First, source your preferred ROS version setup.bash (if you don’t do it in your ~/.bashrc already):

source /opt/ros/melodic/setup.bash

Then, go to the ros-ws directory in the tutorial root directory and build the tutorial code:

cd ~/…/robot-localization-demo/ros-ws

Finally, you are ready to run the demo. Source this workspace setup.bash and start the demo by using roslaunch:

source ./devel/setup.bash
roslaunch robot_localization_demo robot_localization_demo.launch

You can control the turtle using your keyboard’s arrow keys. Just make sure you have the input focus on the terminal running the roslaunch command (and the turtlesim/turtle_teleop_key node), not the turtlebot window itself.

You can play with the systematic and random errors of both sensors (have a look at the source code or launch the nodes with the –help option to see which command line parameters they support) and with the covariance they report. You can change the covariance in the source code (I implemented them in the source code to make them dependent on the systematic and random errors specified when starting the node) or override them in the launch file or a parameter file (have a look at the robot_localization package’s documentation for details).

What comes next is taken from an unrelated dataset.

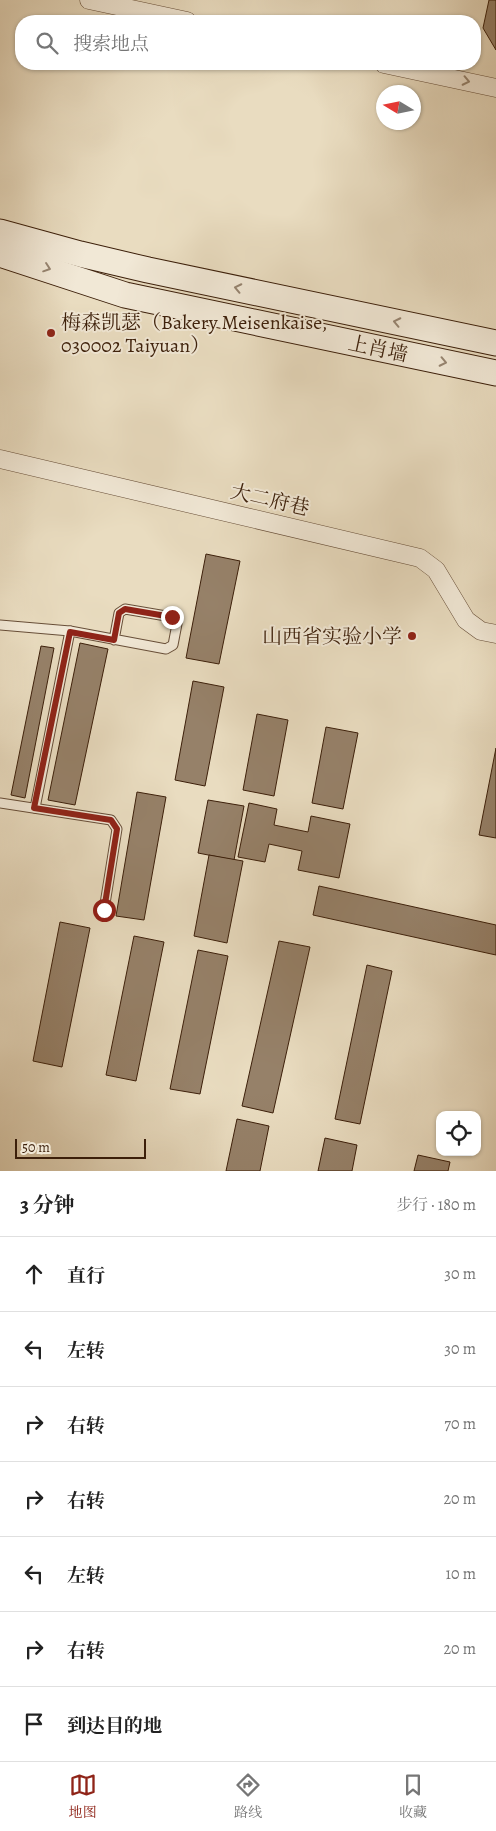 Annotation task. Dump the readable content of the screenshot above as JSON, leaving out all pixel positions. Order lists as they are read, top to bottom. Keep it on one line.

Using your own (real) sensors

After reading this tutorial, you should more or less know how robot_localization works. I didn’t show you all options of the robot_localization state estimator nodes and I didn’t show how to use the navsat_transform_node to integrate GPS data but you should have the background knowledge to read the robot_localization package documentation and know how it applies to your sensors.